On allait l’enterrer ! Était-ce possible ? et il se rappelait très bien le son du marteau clouant la grande boîte blanche, dans les maisons où la mort était entrée. On la porterait au cimetière, et il croyait entendre le bruit des mottes de terre, roulant sur les planches sonores, ce bruit qui fait tant de mal à ceux qui restent. Les dimanches, sa femme et lui iraient s’agenouiller sur la tombe, et il y voyait très bien la chose : deux vieux tout blancs et tout cassés auprès d’une pierre neuve. Et c’était cela, la vie.

Comme l’existence devait être triste pour ceux qui survivaient ! Voilà qu’un souvenir se levait en lui.
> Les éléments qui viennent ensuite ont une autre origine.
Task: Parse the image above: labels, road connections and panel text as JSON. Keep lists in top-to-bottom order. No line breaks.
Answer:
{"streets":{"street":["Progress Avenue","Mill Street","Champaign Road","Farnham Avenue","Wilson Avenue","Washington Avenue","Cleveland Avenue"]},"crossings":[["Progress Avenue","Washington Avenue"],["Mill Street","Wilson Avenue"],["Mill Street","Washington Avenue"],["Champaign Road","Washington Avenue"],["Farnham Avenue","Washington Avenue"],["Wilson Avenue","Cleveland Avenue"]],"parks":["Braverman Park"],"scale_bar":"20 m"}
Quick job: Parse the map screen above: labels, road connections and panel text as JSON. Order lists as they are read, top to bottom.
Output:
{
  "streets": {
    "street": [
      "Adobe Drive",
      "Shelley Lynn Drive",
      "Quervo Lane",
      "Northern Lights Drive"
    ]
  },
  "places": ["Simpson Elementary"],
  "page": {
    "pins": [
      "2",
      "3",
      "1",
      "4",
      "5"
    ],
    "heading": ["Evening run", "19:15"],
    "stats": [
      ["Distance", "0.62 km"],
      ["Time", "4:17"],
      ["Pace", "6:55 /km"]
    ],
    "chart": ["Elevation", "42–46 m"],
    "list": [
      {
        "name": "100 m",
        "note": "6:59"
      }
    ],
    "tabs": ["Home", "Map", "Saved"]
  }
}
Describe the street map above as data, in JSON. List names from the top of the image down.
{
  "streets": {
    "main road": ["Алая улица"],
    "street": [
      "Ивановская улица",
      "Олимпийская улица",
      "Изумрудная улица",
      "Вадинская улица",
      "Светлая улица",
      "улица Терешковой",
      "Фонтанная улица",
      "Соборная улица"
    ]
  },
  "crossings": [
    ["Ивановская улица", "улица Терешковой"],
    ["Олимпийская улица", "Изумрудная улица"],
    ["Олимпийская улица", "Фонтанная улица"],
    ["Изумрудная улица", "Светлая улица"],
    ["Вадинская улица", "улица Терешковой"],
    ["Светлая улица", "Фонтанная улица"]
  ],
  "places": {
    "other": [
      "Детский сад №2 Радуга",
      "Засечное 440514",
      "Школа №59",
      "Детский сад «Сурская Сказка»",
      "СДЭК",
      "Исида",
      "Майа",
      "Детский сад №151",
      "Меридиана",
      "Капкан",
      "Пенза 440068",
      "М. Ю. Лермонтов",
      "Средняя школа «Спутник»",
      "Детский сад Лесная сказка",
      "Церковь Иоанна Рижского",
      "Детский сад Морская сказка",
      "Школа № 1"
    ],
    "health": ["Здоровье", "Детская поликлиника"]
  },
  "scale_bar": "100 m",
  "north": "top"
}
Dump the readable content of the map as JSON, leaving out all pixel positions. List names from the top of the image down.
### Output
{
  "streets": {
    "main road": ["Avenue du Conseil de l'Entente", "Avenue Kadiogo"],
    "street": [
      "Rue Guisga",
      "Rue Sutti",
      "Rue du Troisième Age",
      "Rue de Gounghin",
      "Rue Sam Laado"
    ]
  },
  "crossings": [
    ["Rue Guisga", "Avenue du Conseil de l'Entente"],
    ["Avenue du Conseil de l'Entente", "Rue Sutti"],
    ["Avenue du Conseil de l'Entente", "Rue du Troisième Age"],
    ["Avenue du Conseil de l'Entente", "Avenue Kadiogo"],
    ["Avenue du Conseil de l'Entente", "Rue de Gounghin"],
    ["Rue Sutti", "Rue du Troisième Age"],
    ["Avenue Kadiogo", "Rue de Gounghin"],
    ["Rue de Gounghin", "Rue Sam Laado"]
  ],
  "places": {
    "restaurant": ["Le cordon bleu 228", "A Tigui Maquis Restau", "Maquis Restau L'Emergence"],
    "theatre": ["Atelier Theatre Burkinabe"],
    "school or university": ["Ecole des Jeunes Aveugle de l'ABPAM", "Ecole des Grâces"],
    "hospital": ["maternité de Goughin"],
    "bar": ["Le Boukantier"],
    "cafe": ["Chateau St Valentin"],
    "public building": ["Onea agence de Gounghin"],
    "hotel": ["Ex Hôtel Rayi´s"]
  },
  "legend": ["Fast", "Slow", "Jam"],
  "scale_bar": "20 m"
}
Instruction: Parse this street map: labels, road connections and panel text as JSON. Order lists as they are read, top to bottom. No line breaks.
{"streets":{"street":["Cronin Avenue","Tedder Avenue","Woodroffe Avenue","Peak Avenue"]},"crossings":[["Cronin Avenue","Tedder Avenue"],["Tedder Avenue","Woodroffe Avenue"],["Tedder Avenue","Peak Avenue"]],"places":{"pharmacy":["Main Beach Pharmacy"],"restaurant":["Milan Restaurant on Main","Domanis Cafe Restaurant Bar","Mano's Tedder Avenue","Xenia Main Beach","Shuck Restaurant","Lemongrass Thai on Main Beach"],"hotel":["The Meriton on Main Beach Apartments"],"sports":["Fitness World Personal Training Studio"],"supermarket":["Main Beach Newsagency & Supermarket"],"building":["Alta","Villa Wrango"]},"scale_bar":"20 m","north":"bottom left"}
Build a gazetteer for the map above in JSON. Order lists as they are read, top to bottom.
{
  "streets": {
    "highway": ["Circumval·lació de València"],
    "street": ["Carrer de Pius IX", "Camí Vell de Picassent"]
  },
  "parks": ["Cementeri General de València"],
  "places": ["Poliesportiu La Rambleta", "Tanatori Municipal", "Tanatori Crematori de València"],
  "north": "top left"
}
Quand son père était mort, il y avait de cela bien longtemps, sa mère lui prenait la main, par les nuits pluvieuses d’automne, et elle lui disait : « Mon Dieu, comme il pleut sur ton pauvre père ! » Il aurait encore ce frisson d’angoisse, en pensant au cimetière mouillé par l’averse, tandis que les gouttières des toits versent dans la rue des trombes clapotantes, et que la houlée des vents se déchaîne, furieuse. Alors les morts ont froid sous leur couverture de terre humide, et les pluies qui s’infiltrent vont glacer leurs ossements, et ils ont froid aussi sous la neige ; mais par les soirs d’été, pleins de clartés et d’odeurs, alors que le mirage de la vie, éternel et toujours nouveau, alanguit tous les êtres, rien de ce charme trompeur ne pénètre jusqu’aux morts.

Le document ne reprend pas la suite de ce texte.